-- Instructions to follow --
Output the line that contains "Dump the readable content of the image", then every line beneath it through the end of the records, exactly as given and with no other lines.

-- Records supplied --

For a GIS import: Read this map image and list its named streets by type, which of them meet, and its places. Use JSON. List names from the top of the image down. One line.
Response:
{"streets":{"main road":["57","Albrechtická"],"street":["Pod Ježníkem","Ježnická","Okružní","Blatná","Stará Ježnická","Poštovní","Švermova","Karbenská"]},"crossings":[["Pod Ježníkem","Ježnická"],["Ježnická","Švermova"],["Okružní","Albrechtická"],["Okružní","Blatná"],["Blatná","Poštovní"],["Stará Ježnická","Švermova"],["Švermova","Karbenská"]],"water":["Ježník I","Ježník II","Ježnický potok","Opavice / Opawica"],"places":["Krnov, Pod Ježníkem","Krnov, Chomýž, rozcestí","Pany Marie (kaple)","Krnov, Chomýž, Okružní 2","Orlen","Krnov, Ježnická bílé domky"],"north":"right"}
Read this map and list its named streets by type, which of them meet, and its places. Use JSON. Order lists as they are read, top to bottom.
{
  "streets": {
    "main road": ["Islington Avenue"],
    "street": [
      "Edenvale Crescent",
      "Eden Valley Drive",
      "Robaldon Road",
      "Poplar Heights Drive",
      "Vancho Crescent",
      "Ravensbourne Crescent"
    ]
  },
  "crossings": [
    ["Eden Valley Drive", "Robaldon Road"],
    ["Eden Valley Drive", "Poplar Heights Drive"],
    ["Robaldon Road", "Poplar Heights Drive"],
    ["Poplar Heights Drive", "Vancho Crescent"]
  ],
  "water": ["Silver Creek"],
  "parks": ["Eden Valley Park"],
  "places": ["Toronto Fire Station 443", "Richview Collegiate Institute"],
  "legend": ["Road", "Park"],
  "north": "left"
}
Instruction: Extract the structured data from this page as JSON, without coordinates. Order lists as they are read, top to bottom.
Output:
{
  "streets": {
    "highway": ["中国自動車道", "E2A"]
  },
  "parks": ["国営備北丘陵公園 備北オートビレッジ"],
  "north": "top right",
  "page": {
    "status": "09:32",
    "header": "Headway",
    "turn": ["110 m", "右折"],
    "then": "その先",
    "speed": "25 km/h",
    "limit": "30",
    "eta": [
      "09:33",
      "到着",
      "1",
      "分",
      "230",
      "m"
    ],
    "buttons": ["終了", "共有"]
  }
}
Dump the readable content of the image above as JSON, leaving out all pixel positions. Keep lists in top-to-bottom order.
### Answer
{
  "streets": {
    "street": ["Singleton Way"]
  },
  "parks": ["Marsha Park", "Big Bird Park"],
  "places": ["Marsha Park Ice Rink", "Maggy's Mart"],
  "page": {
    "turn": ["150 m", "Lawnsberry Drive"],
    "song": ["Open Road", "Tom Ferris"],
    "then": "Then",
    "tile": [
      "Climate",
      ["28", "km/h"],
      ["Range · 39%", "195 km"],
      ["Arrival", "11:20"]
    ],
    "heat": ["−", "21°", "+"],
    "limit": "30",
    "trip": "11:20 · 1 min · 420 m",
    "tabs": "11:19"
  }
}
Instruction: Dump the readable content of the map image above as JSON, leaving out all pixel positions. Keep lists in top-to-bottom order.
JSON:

-- Problem solution --
Dump the readable content of the image above as JSON, leaving out all pixel positions. Keep lists in top-to-bottom order.
### Answer
{
  "streets": {
    "street": ["Singleton Way"]
  },
  "parks": ["Marsha Park", "Big Bird Park"],
  "places": ["Marsha Park Ice Rink", "Maggy's Mart"],
  "page": {
    "turn": ["150 m", "Lawnsberry Drive"],
    "song": ["Open Road", "Tom Ferris"],
    "then": "Then",
    "tile": [
      "Climate",
      ["28", "km/h"],
      ["Range · 39%", "195 km"],
      ["Arrival", "11:20"]
    ],
    "heat": ["−", "21°", "+"],
    "limit": "30",
    "trip": "11:20 · 1 min · 420 m",
    "tabs": "11:19"
  }
}
Instruction: Dump the readable content of the map image above as JSON, leaving out all pixel positions. Keep lists in top-to-bottom order.
JSON:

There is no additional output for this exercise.